Saying to Mrs Handyman only today that, with the new 'disc less' road tax system, if you see a car parked up you wouldn't know if it were taxed or not.
But you can find out;
Saying to Mrs Handyman only today that, with the new 'disc less' road tax system, if you see a car parked up you wouldn't know if it were taxed or not.
But you can find out;
Yes, but who is going to bother to do all that when in the old system an untaxed car was pretty obvious unless the person was into forgery. Brian
And what sort of net-curtain-twitcher would have walked past parked cars peering at the tax discs anyway?
People who couldn't park near their house because of cars[1] which appeared and then did not move for days, and were suspected of being dumped/TWOC'd? (And I thought this group was generally in favour of DIY rather than leaving everything to "professionals" - in this case from DVLA etc.)

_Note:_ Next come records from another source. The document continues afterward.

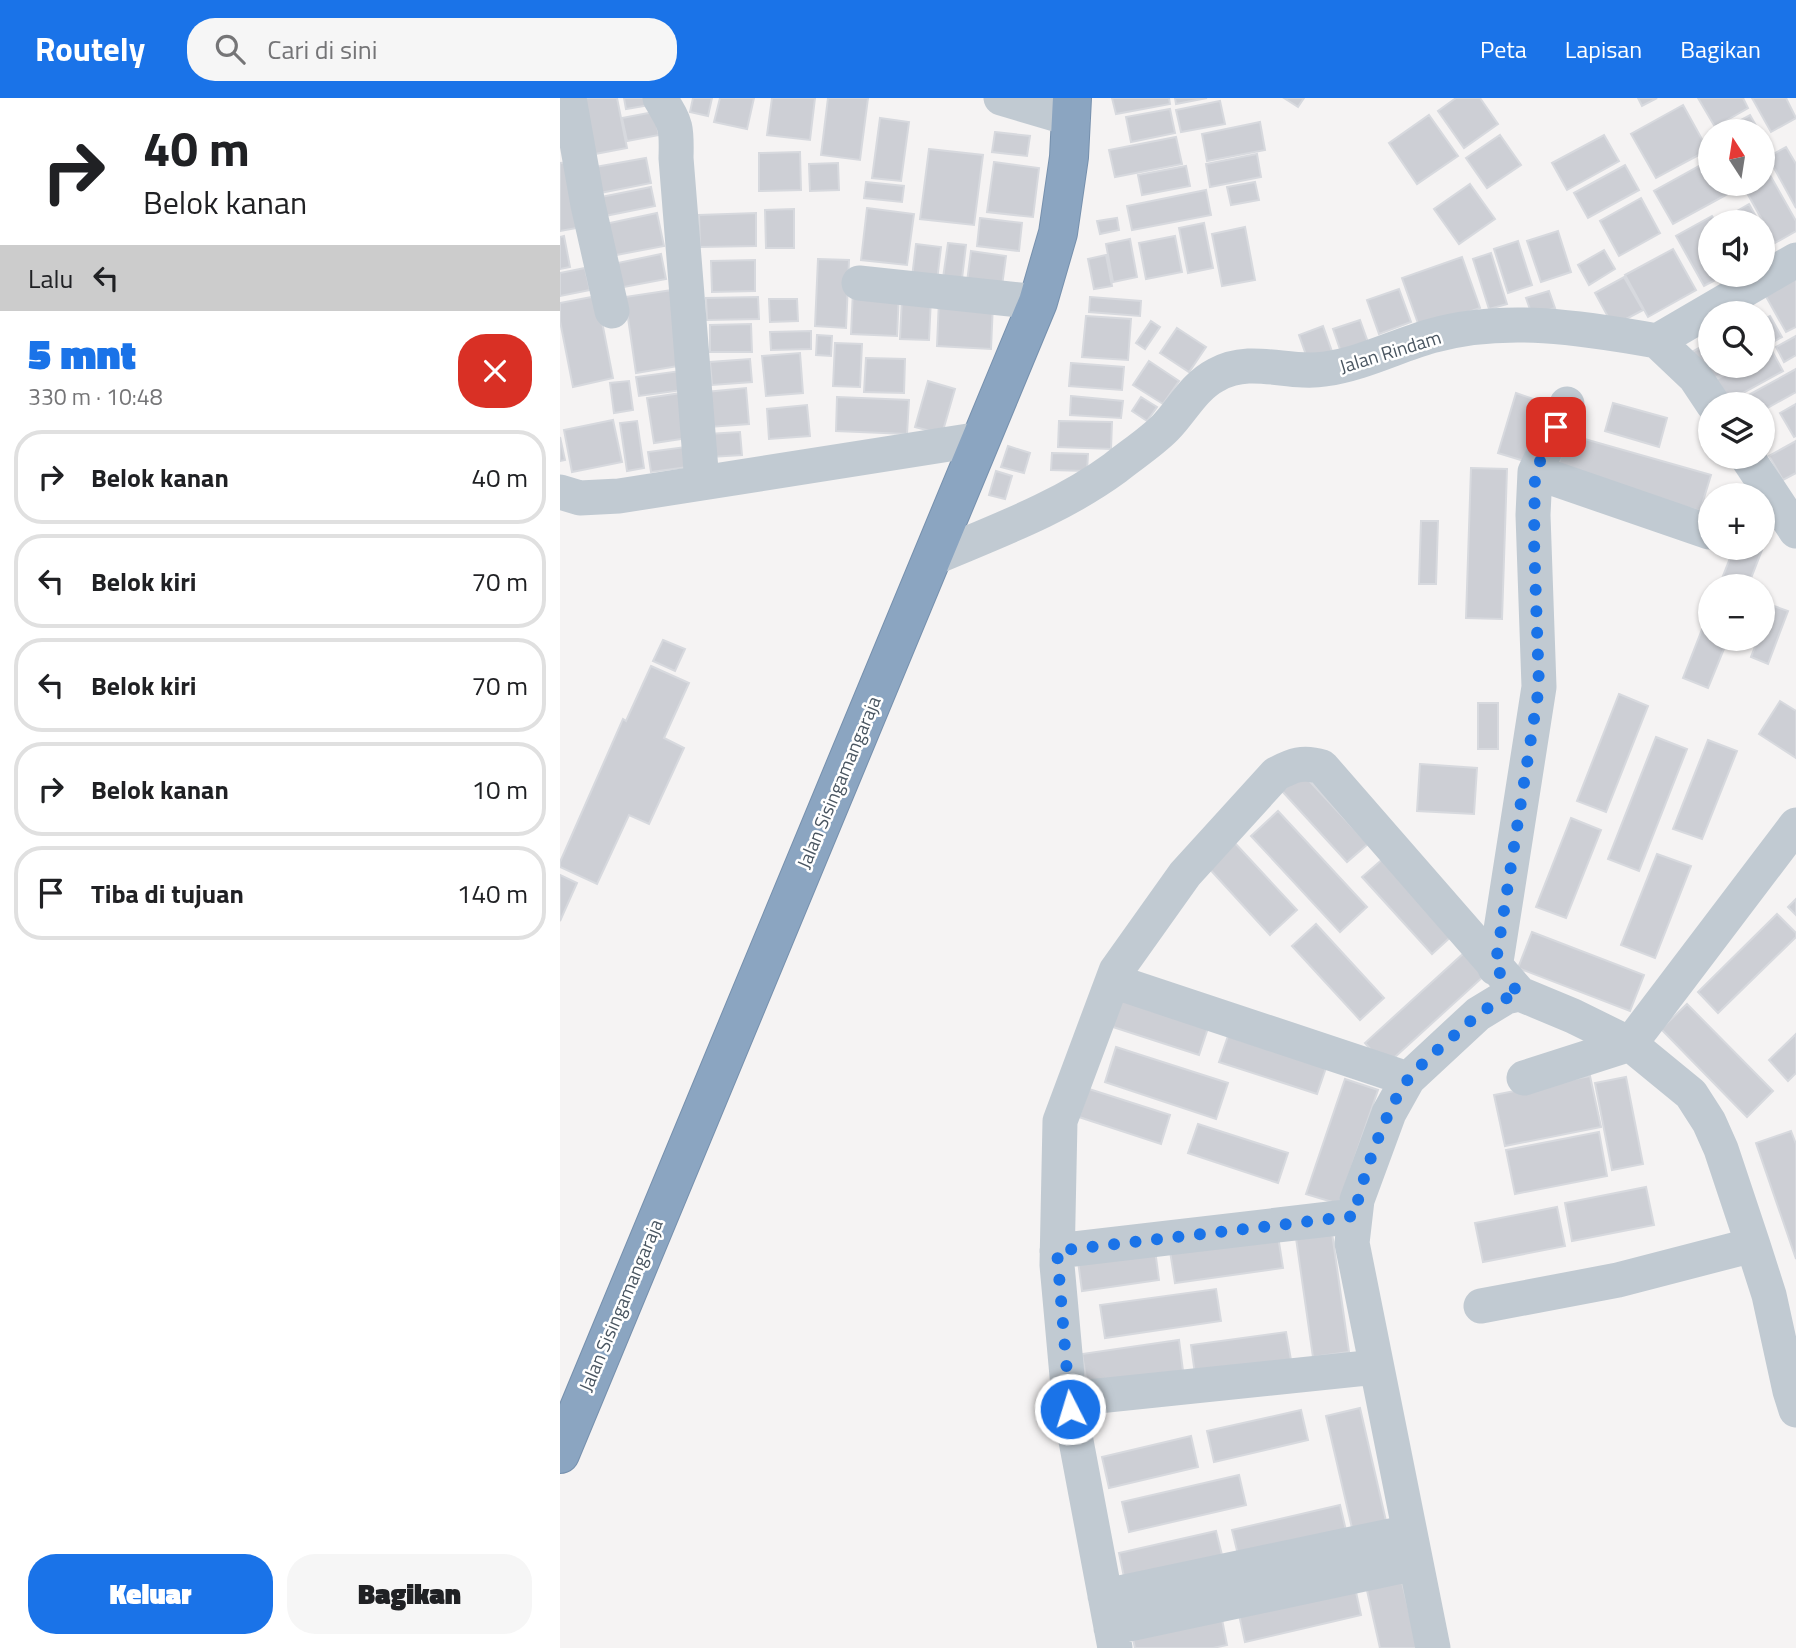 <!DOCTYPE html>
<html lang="id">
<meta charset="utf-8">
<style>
body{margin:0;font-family:"Titillium Web",sans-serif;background:#f6f6f6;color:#202124;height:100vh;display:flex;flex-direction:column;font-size:26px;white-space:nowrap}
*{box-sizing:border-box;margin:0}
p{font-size:23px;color:#757577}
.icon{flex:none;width:38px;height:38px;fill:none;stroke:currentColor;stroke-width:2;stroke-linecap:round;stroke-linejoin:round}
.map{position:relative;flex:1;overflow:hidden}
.sheet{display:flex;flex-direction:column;background:#fff;width:560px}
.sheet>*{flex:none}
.hud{background:#fff;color:#202124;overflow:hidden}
.needle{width:46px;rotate:348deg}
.tools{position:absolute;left:1138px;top:21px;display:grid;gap:14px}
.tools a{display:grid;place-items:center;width:77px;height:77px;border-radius:50%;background:#fff;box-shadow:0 2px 5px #0004;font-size:35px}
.pin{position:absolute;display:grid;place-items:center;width:60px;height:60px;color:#fff;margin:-30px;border-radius:14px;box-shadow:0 4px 10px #0006}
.me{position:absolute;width:77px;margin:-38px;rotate:355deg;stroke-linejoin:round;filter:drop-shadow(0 0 5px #0008)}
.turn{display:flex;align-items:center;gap:24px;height:147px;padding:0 28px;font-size:32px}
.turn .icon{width:91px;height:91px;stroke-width:2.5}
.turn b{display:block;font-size:49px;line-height:60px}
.then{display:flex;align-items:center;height:66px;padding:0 28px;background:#0003;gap:14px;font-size:26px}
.round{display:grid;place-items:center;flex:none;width:74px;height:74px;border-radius:28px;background:#f6f6f6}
.head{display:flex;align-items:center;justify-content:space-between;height:119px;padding:0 28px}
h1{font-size:42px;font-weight:800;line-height:52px;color:#1a73e8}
.primary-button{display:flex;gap:14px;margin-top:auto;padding:14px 28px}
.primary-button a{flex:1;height:80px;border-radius:28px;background:#1a73e8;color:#fff;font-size:28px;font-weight:800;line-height:80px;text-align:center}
.primary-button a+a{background:#f6f6f6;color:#202124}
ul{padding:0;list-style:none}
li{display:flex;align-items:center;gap:21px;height:94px;margin:0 14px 10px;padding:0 14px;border:4px solid #e0e0e0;border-radius:28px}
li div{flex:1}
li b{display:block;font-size:26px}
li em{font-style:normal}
header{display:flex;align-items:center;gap:42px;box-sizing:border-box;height:98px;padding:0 35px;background:#1a73e8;color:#fff}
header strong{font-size:33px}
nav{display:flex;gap:38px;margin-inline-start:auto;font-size:24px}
.search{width:490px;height:63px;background:#f6f6f6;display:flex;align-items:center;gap:18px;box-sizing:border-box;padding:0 24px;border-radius:28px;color:#757577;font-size:26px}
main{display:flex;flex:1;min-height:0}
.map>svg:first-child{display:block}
.building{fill:#cdcfd5;stroke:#d7d9de;stroke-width:2}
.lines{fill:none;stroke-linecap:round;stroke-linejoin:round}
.highway-casing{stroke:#7690ad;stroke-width:40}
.minor{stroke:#c1cad2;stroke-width:35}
.highway{stroke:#8ba5c1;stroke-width:38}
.route{stroke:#1a73e8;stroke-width:12;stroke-dasharray:0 21.6}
.labels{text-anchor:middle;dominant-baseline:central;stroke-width:5;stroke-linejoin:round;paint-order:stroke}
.street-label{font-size:19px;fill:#4a5661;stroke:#fff}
</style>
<header>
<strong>Routely</strong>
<div class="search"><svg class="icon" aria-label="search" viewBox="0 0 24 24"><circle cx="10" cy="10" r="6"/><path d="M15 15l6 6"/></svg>Cari di sini</div>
<nav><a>Peta</a><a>Lapisan</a><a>Bagikan</a></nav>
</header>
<main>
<section class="sheet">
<div class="hud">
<div class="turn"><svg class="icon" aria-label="right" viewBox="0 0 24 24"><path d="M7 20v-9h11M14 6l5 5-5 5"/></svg><div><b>40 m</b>Belok kanan</div></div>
<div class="then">Lalu<svg class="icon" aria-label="left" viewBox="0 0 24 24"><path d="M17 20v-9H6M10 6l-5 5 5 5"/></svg></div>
</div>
<div class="head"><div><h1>5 mnt</h1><p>330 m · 10:48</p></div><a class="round" style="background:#d93025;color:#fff"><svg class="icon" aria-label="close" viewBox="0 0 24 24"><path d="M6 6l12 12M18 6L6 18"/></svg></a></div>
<ul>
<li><svg class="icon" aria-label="right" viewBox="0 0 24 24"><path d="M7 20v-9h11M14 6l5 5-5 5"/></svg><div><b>Belok kanan</b></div><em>40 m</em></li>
<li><svg class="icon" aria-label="left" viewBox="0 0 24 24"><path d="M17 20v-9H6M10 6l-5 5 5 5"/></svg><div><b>Belok kiri</b></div><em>70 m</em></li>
<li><svg class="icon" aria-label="left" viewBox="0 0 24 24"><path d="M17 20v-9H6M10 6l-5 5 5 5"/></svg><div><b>Belok kiri</b></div><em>70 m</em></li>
<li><svg class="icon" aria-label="right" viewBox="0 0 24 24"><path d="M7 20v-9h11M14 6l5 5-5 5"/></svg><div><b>Belok kanan</b></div><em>10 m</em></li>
<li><svg class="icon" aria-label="arrive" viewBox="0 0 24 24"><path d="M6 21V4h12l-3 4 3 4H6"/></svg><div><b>Tiba di tujuan</b></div><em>140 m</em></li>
</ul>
<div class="primary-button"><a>Keluar</a><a>Bagikan</a></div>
</section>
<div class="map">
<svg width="1236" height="1550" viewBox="0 0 1236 1550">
<rect width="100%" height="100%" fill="#f5f3f3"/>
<path class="building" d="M24 0H57L67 50 35 56Z
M64 0H89L90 7 66 11Z
M133 0H152L148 18 130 14Z
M160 0H194L187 31 154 24Z
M212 0H255L250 42 207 37Z
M268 0H308L300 62 261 57Z
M552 0H609L610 6 556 16Z
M615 0H647L616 6Z
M724 0H744L738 9Z
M896 0H920L938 26 904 50 878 13Z
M1078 0H1097L1082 8Z
M1138 0H1183L1188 10 1155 29Z
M1192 0H1226L1236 20 1211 34Z
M660 3 665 26 621 34 616 12Z
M1123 7 1148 52 1096 80 1071 36Z
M610 11 615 35 571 44 566 19Z
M94 14 99 37 67 43 62 20Z
M869 17 898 58 857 86 829 45Z
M1190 17 1199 33H1161Z
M320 20 349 24 341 83 312 80Z
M700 24 705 52 647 63 642 36Z
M435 34 470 38 467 58 432 54Z
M940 37 961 67 927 90 906 60Z
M1044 37 1059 63 1007 92 992 65Z
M616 39 622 66 555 79 549 52Z
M1226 49 1236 66V110L1208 59Z
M369 51 423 57 414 127 360 121Z
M240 54 241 92 199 93V55Z
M697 56 701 79 650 89 646 66Z
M86 60 91 85 40 95 35 69Z
M1150 62V86H1172L1175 92 1113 126 1094 93Z
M1202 63 1236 123V133L1215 145 1182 86H1202Z
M9 64 22 129 0 133V65Z
M434 64 479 70 473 119 427 114Z
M278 65 279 92 250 93 249 66Z
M1065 67 1079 92 1028 120 1014 95Z
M626 68 630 88 582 97 578 77Z
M306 84 344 88 342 104 304 100Z
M695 84 699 102 671 107 667 89Z
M910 86 935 121 899 146 874 111Z
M91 89 95 108 45 118 41 99Z
M646 92 651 117 572 132 567 108Z
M1081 100 1100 135 1059 158 1040 123Z
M1189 106 1199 124H1165L1163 121Z
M307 110 354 116 347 167 301 162Z
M234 111V150H206L205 112Z
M97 115 104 148 51 158 45 126Z
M196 115V148L140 149 139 117Z
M1152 118 1156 124H1150V177H1165L1144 188 1116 138Z
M420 120 462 125 459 153 417 148Z
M557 120 559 132 540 136 537 123Z
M644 125 653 170 628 175 619 130Z
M685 129 695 182 662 188 652 136Z
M1202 130 1212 147 1202 152Z
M998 133 1011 174 981 184 967 143Z
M4 138 10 169 0 171V139Z
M615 138 622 174 586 181 579 145Z
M570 141 577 179 553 184 546 146Z
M958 143 972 187 948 195 934 151Z
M388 145 406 147 401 189 382 187Z
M356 146 381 149 376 191 351 188Z
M1113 151 1136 192 1088 219 1065 177Z
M1044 152 1055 171 1029 187 1018 167Z
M411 153 446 158 442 188 407 184Z
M931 155 947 206 929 211 913 161Z
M101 156 106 181 58 190 53 166Z
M546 157 552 188 534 191 528 161Z
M902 159 920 210 860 231 842 180Z
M258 161 289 162 286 230 255 228Z
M195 162V193L152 194 151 163Z
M25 170 30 192 0 198V175Z
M1236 177V229L1226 234 1204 195Z
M1064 179 1083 212 1053 228 1035 195Z
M119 191 130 266 76 275 65 199Z
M839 191 851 224 819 236 807 202Z
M293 192 339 194 337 238 291 236Z
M989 193 995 210 972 217 966 200Z
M37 198 53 280 13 289 0 223V205Z
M198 199 199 221 147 222 146 200Z
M342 199 371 200 369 242 340 241Z
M530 199 581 203 580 218 529 214Z
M209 201H237L238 223 210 224Z
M379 202 433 205 431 251 377 248Z
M526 218 571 221 568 262 522 259Z
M1210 218 1222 239 1202 250V222Z
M800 222 810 250 783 260 773 231Z
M591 223 600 229 585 251 576 245Z
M191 226 192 254H150V227Z
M763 228 775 262 751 271 739 237Z
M617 230 646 249 629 274 600 255Z
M251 233V251L211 252 210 234Z
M257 237 272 238 271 258 256 257Z
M1236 238V257L1224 264 1216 249Z
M1150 244V268H1165L1168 273 1146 285 1130 255Z
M275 245 302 246 300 289 273 288Z
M1211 251 1223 273 1165 305 1153 283 1181 268H1202V256Z
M240 255 243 295 206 298 202 258Z
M306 260 345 261 344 295 304 294Z
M190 261 192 284 152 287 150 264Z
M589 263 619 283 603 306 573 287Z
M511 265 564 269 562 292 509 288Z
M1236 271V294L1202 313V306H1189L1185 299Z
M120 273 123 292 79 298 76 279Z
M69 283 73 312 54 315 50 285Z
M368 283 395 291 382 336 355 329Z
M186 290 189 326 149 329 146 294Z
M128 294 135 339 94 345 87 300Z
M956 295 982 304 964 363 938 355Z
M511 298 563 303 561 320 510 317Z
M277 299 349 302 347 336 276 333Z
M581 299 597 309 587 323 572 313Z
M1053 305 1107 320 1099 349 1045 333Z
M1236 306V338L1234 339 1220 315Z
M247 307 250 338 209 341 207 311Z
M53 322 62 364 12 374 4 332Z
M77 323 84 370 67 373 60 325Z
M499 323 552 324 551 351 498 349Z
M180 334 182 357 150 359 148 336Z
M1007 336 1151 377 1140 413 997 372Z
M0 339 5 362 0 363Z
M1236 343V375L1223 382 1209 358Z
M448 348 470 355 464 375 441 369Z
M125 349 128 369 91 374 88 354Z
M492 355 528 356 527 373 491 372Z
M911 370 947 371 942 521 906 520Z
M436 373 452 378 445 401 429 397Z
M861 423H878L876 486H859Z
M1174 450 1202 452 1188 488H1159Z
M1211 507 1228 513 1208 566 1191 559 1198 541H1202V530Z
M1150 511V541H1168L1148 590 1123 580Z
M103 542 125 551 115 573 93 563Z
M91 568 129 585 104 640 124 650 89 726 69 717 37 786 0 769V764L63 621 66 623Z
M1059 596 1088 608 1046 714 1017 703Z
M1220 603 1236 613V660L1199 636Z
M918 605H938V651H918Z
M1096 639 1127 651 1079 773 1048 761Z
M1148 642 1177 653 1142 741 1113 731Z
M860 666 917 670 914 716 857 713Z
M742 675 808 746 787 764 722 693Z
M718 713 807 809 780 834 691 738Z
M1011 720 1041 732 1006 820 976 809Z
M673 743 737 812 710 837 646 767Z
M1097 756 1131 768 1095 860 1061 847Z
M824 760 894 836 872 856 802 779Z
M0 777 17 785 0 823Z
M1236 801V817L1228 809Z
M1217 816 1236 835V839L1158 915 1138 894Z
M756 826 824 900 800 922 732 848Z
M972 834 1084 877 1070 913 958 870Z
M905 854 925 877 825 968 805 945Z
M557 897 649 927 639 957 547 927Z
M1127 906 1213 993 1187 1019 1101 931Z
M1236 936V975L1228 983 1209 962Z
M668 938 766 970 757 996 659 964Z
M556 949 668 985 656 1021 545 984Z
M1030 978 1041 1029 945 1048 934 997Z
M1066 979 1083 1066 1052 1072 1035 985Z
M785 981 818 992 779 1106 746 1096Z
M529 991 610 1017 601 1046 519 1019Z
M638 1026 728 1055 718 1085 628 1055Z
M1231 1033 1236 1046V1161L1196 1045Z
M1039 1034 1047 1078 955 1096 946 1052Z
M1086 1089 1094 1127 1012 1143 1005 1105Z
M997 1109 1005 1148 923 1164 915 1125Z
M772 1135 789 1254 753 1259 736 1140Z
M718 1138 723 1170 615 1185 610 1153Z
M595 1152 599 1182 522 1193 518 1163Z
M656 1191 661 1223 545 1240 540 1207Z
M726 1234 731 1262 635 1276 631 1247Z
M619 1242 623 1273 527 1286 522 1256Z
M800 1310 826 1423 792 1430 766 1318Z
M741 1312 748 1342 654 1364 647 1333Z
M631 1338 638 1369 549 1390 542 1359Z
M679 1377 686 1407 569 1434 562 1404Z
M780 1407 788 1441 680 1465 672 1432Z
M656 1433 663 1461 565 1484 559 1455Z
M841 1480 858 1550H820L806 1488Z
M794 1485 801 1517 685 1544 678 1512Z
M660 1511 667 1547 653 1550H575L571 1532Z"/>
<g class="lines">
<g class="highway-casing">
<path id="highway" d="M0 1356 478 204 498 135 509 59 512 0"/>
</g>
<path class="minor" d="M9 0 28 107 52 213
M100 0C116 27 117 27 116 60L142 385
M441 0 512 21
M299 185 478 204
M1097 243 1236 162
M1097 243 1135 279 1153 306
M1187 359 1236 433
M975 374 1149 434
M0 394 20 400 59 398 421 341
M371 461C434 434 499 411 555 370 571 357 590 345 605 330 622 313 633 289 656 277 691 257 728 277 765 271 802 266 836 248 871 238 944 217 1024 230 1097 243
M935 870 979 589 973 417 975 374 1007 306
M553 883 848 981
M964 980 1070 946 1236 727
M497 1153 795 1118
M921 1208 1058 1182 1193 1147
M509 1301 816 1269
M545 1498 849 1434
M551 1530 856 1465
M555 1550 510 1311 497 1167 500 1023 556 873 625 776 716 676C733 667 743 663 762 669L960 896
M873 1550 792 1145 797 1102 829 1015 848 981 918 916 946 899 960 896 1013 918 1070 946 1131 996 1149 1024 1161 1051 1193 1147 1209 1197 1230 1293 1236 1312"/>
<use href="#highway" class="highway"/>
</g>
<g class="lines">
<path class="route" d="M510 1311 497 1153 795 1118C799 1086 829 1003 850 979 864 963 881 949 897 935 916 918 934 902 960 896L935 870 979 589 974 443 975 374 996 329"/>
</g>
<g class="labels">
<g class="street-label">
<text transform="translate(830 253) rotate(-17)">Jalan Rindam</text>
<text transform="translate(278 684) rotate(-67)">Jalan Sisingamangaraja</text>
<text transform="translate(60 1207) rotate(-67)">Jalan Sisingamangaraja</text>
</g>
</g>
</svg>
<div class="tools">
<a><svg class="needle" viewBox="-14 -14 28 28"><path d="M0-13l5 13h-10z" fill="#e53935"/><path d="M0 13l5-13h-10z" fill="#757577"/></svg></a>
<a><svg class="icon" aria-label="sound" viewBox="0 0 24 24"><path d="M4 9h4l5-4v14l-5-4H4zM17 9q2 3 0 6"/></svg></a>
<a><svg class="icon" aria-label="search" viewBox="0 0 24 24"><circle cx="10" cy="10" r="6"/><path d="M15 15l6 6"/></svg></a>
<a><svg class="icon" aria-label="layers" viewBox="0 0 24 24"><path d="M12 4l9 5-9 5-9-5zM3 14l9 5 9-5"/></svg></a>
<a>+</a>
<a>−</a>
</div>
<div class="pin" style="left:996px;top:329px;background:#d93025"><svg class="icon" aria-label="arrive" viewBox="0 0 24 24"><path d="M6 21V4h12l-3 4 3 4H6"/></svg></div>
<svg class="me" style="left:510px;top:1311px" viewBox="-20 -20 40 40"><circle r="17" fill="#1a73e8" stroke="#fff" stroke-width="3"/><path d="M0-11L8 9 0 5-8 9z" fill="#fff"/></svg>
</div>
</main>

The lack of any paperwork does leave you with an interesting conundrum if as happened to me recently the car tax renewal reminder was lost in the post. You can however renew using only info gleaned from a V5c.
Having a dated tax disc in the car acts as a useful reminder to do it.
Not having any kind of official paper receipt now is a bit odd though.
Had a good one elsewhere when printing a receipt to Adobe PDF. I don't know what went wrong but only the numbers and punctuation remained unmolested the text looked like Klingon when I came to print it out!
I got a similar feeling when a courier recently collected a damaged item I was returning. I scribbled on his hand-held device, and that action was my only "proof" that he had taken it from me.
Chris
It's situations like that where a camera phone comes in handy.
Ah, the old "I have priority when it comes to parking outside my house" brigade.
Your footnote was TWOCd, too, I think. It'll probably be found, burnt- out, at the end of somebody else's post.
Nice try but completely misses the target. There was thankfully very little of that around here. More the "it'd be nice to be able to unload
10 bags of sand without carrying them 50 metres brigade". And on one occasion "it'd be nice for the roofer if the wagon could drop the Eternits, battens, felt, etc in the front yard brigade".In any event, coming back to the issue, I am unclear what objection you have to residents who report untaxed cars - especially when neighbours have no idea of the car's owner?
Or ask the courier to sign a receipt you have created yourself.
Not reasonable to ask them to sign eg. Received 500quid mobile phone, only Received, box approx , addressed to as they have no evidence of what is in the package.
I haven't been refused a sig yet.
Adrian's too stupid to read a whole sentence. He is, after all, a socialist.
Nice try, but wrong.
dennis and AICMFP:-)
If you see one parked in the same place for weeks on end then a quick look would have been in order.
A communist?
In message , Brian Gaff writes
Why would they need to bother anyway.
DVLA know which cars are taxed and which aren't anyway - see all the stories in the press at the moment re car owners getting clamped/fined etc because they didn't realise the tax was cancelled once a car was sold.
Then it's not too much of a stretch to make a mental note of the plate and check it on vehicleenquiry.service.gov.uk and askmid.co.uk - which'll give you three times the information of a tax disk alone.
Even wronger.
Isn't that illegal if you're not the owner?
"Illegal"? Well, MID do give it the big fat scary on data protection. I'm terrified, frankly.
Is whether a particular car registration insured or not "personal data"? Let's be charitable and say it's "debatable". And MID'd be committing the same offence.
B'sides, if somebody was checking because of a vehicle they believed to be dumped or uninsured, there's a strong argument that it's "in the public interest" or even "necessary for the purpose of detecting crime".